++++ Dataset excerpts ++++

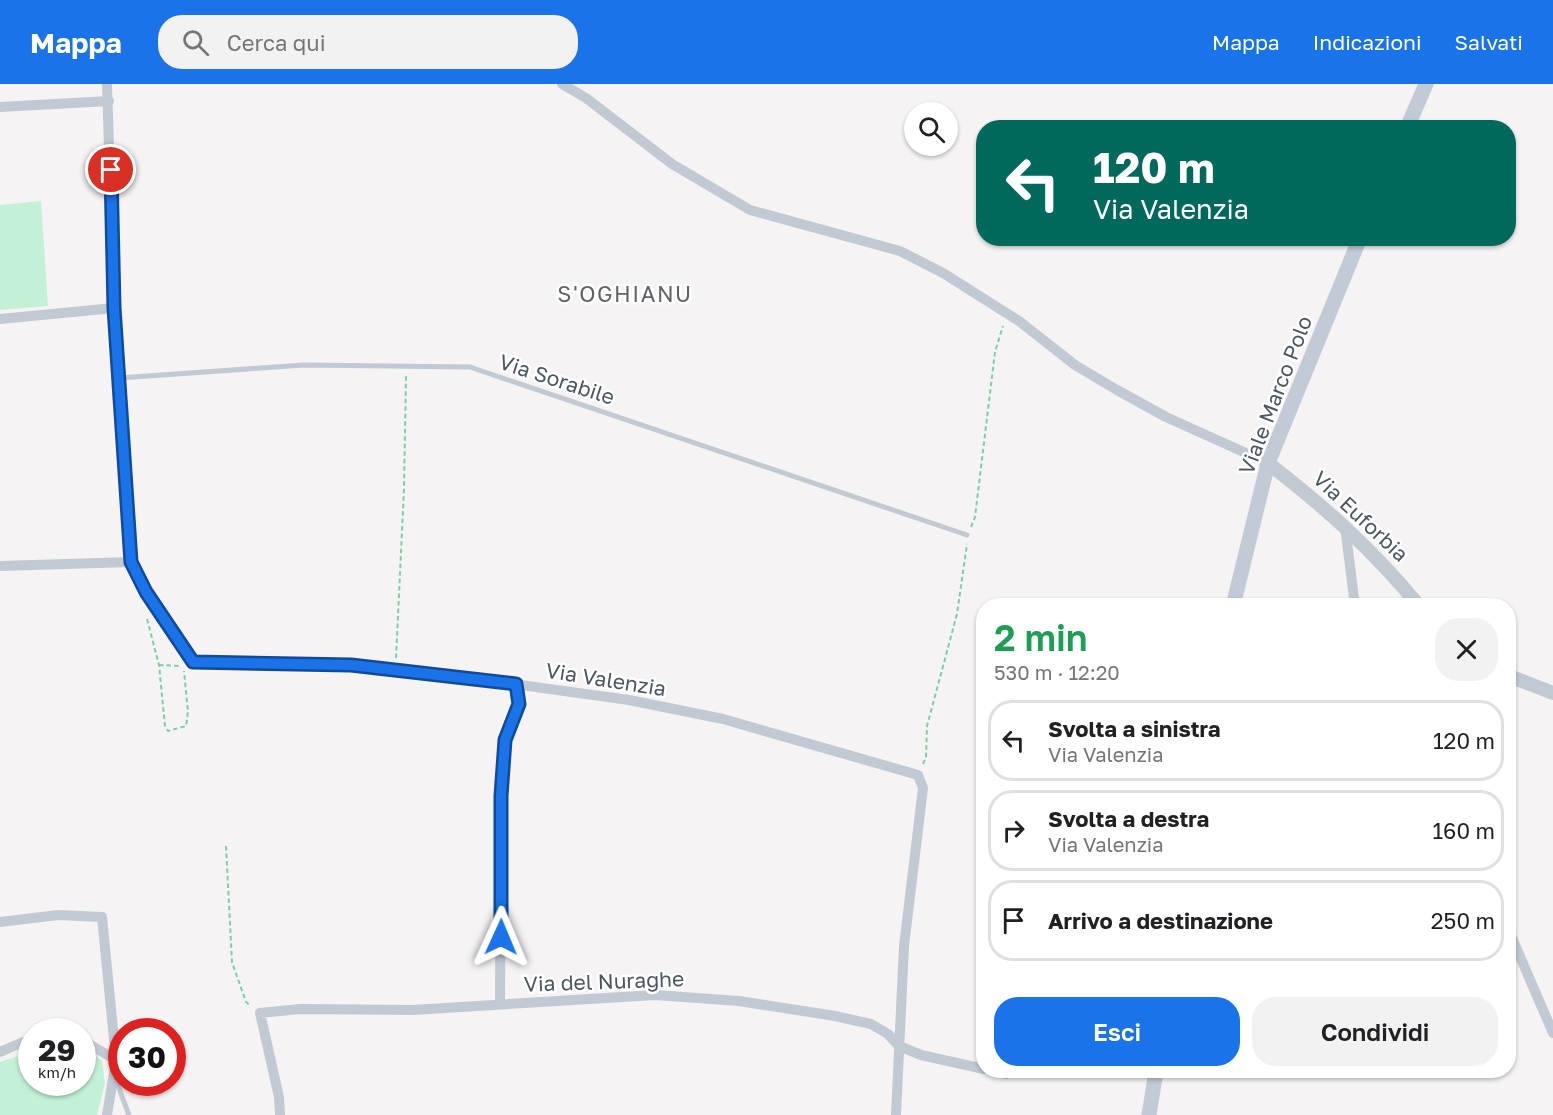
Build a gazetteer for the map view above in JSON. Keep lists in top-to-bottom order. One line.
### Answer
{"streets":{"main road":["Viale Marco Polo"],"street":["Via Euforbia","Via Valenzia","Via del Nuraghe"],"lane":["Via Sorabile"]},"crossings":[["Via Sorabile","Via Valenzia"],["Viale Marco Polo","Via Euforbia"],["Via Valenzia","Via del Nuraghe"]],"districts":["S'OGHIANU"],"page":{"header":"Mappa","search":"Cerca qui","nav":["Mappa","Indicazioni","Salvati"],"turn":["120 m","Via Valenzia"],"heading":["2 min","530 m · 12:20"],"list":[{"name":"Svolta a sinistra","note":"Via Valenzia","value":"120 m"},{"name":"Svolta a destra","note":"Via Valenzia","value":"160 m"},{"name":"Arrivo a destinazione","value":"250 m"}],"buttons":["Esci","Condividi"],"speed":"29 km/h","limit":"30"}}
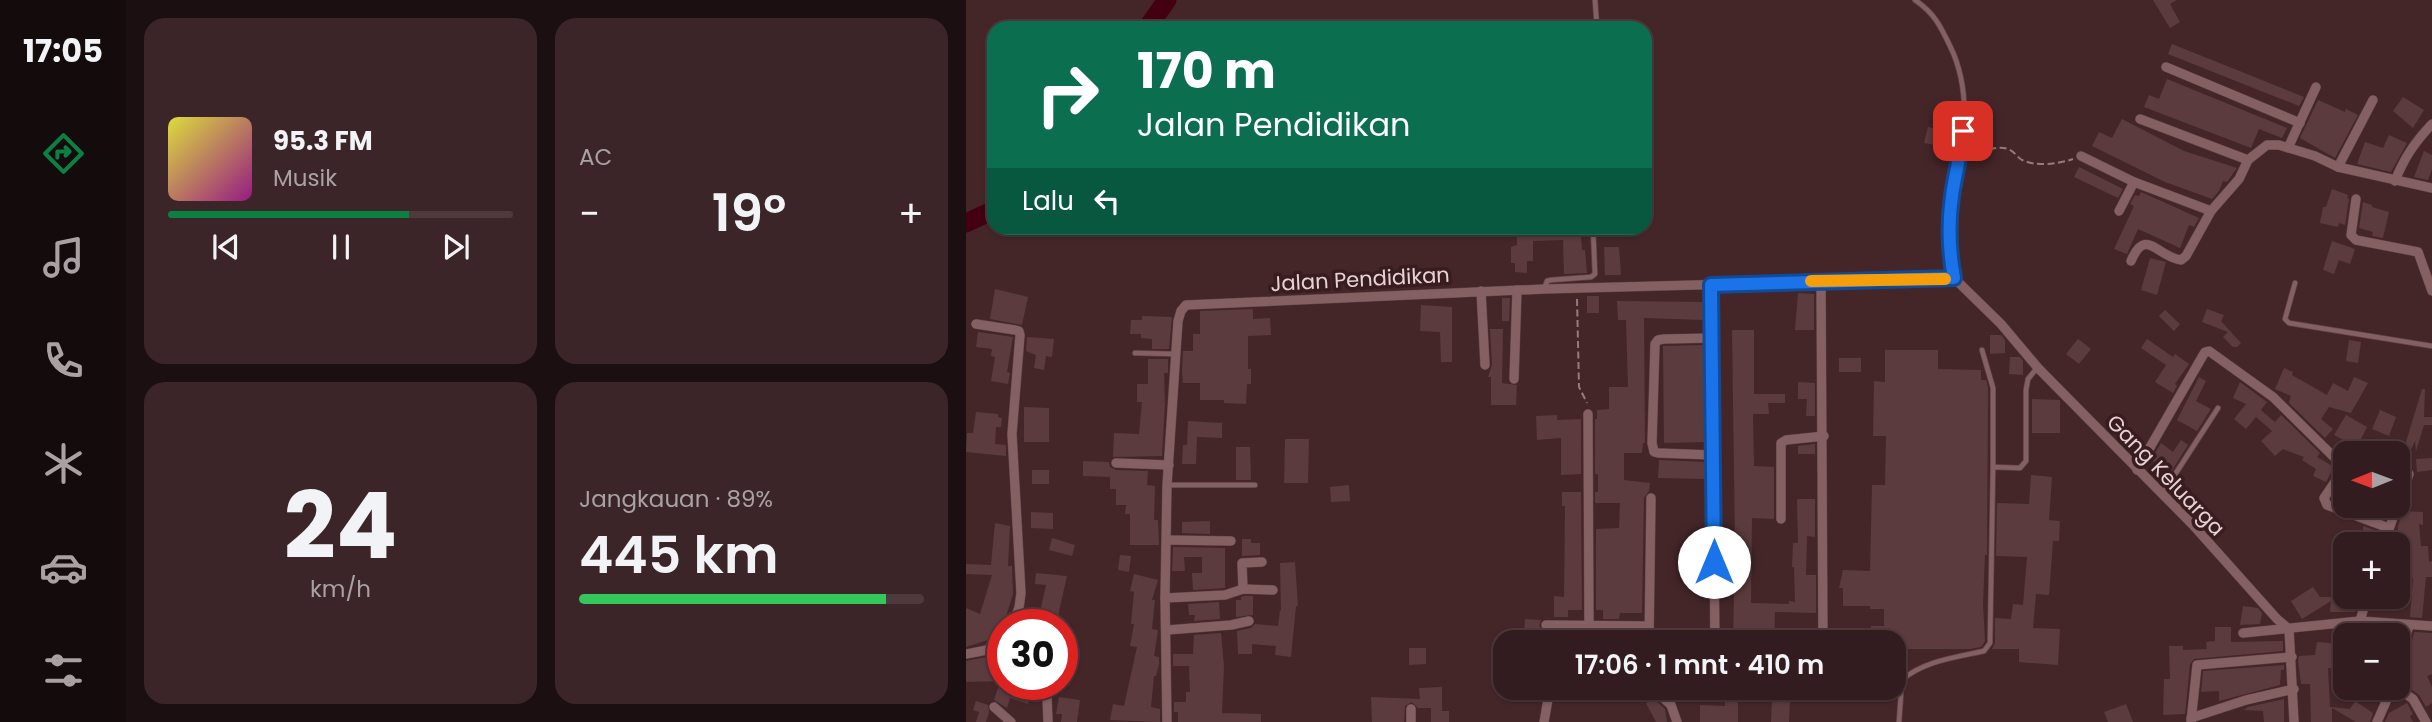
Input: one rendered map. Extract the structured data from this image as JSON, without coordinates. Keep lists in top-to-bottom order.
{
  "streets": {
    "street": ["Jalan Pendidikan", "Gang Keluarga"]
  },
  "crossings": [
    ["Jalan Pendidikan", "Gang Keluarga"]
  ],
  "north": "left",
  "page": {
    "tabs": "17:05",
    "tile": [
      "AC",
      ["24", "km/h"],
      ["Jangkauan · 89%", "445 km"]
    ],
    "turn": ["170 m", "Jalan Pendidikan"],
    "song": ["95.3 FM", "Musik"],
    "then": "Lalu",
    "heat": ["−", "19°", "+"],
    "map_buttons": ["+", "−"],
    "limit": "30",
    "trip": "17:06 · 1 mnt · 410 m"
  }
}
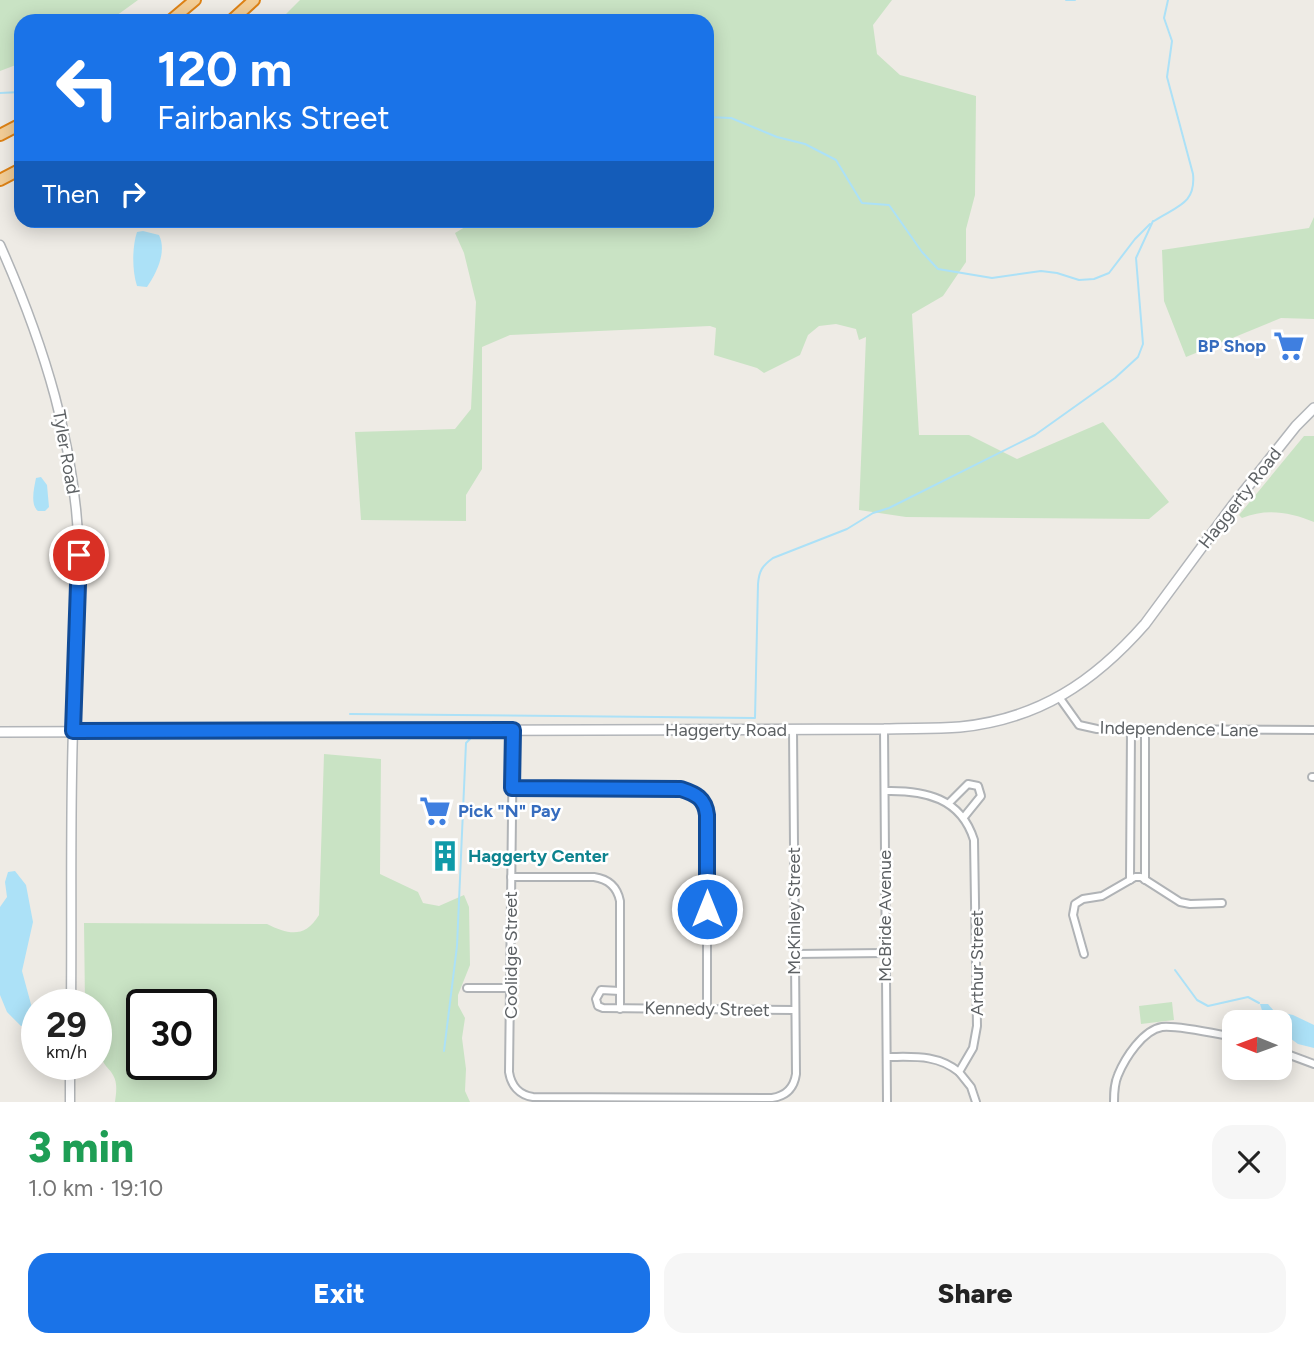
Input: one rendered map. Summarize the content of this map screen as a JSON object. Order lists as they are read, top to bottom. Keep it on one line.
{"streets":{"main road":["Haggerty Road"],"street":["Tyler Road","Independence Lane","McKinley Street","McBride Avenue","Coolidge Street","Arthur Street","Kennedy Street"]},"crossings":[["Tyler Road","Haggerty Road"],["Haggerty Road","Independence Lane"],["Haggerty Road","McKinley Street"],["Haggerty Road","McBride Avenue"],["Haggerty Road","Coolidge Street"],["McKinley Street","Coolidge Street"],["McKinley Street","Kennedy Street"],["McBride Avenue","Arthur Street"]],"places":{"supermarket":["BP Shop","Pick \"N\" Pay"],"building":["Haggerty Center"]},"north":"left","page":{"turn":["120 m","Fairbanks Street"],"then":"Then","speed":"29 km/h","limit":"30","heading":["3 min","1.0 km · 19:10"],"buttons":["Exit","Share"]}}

++++

• _Instructions for the task_
Copy out the entries above in full and exactly, skipping every picture.

• _Answer box_
Build a gazetteer for the map view above in JSON. Keep lists in top-to-bottom order. One line.
### Answer
{"streets":{"main road":["Viale Marco Polo"],"street":["Via Euforbia","Via Valenzia","Via del Nuraghe"],"lane":["Via Sorabile"]},"crossings":[["Via Sorabile","Via Valenzia"],["Viale Marco Polo","Via Euforbia"],["Via Valenzia","Via del Nuraghe"]],"districts":["S'OGHIANU"],"page":{"header":"Mappa","search":"Cerca qui","nav":["Mappa","Indicazioni","Salvati"],"turn":["120 m","Via Valenzia"],"heading":["2 min","530 m · 12:20"],"list":[{"name":"Svolta a sinistra","note":"Via Valenzia","value":"120 m"},{"name":"Svolta a destra","note":"Via Valenzia","value":"160 m"},{"name":"Arrivo a destinazione","value":"250 m"}],"buttons":["Esci","Condividi"],"speed":"29 km/h","limit":"30"}}
Input: one rendered map. Extract the structured data from this image as JSON, without coordinates. Keep lists in top-to-bottom order.
{
  "streets": {
    "street": ["Jalan Pendidikan", "Gang Keluarga"]
  },
  "crossings": [
    ["Jalan Pendidikan", "Gang Keluarga"]
  ],
  "north": "left",
  "page": {
    "tabs": "17:05",
    "tile": [
      "AC",
      ["24", "km/h"],
      ["Jangkauan · 89%", "445 km"]
    ],
    "turn": ["170 m", "Jalan Pendidikan"],
    "song": ["95.3 FM", "Musik"],
    "then": "Lalu",
    "heat": ["−", "19°", "+"],
    "map_buttons": ["+", "−"],
    "limit": "30",
    "trip": "17:06 · 1 mnt · 410 m"
  }
}
Input: one rendered map. Summarize the content of this map screen as a JSON object. Order lists as they are read, top to bottom. Keep it on one line.
{"streets":{"main road":["Haggerty Road"],"street":["Tyler Road","Independence Lane","McKinley Street","McBride Avenue","Coolidge Street","Arthur Street","Kennedy Street"]},"crossings":[["Tyler Road","Haggerty Road"],["Haggerty Road","Independence Lane"],["Haggerty Road","McKinley Street"],["Haggerty Road","McBride Avenue"],["Haggerty Road","Coolidge Street"],["McKinley Street","Coolidge Street"],["McKinley Street","Kennedy Street"],["McBride Avenue","Arthur Street"]],"places":{"supermarket":["BP Shop","Pick \"N\" Pay"],"building":["Haggerty Center"]},"north":"left","page":{"turn":["120 m","Fairbanks Street"],"then":"Then","speed":"29 km/h","limit":"30","heading":["3 min","1.0 km · 19:10"],"buttons":["Exit","Share"]}}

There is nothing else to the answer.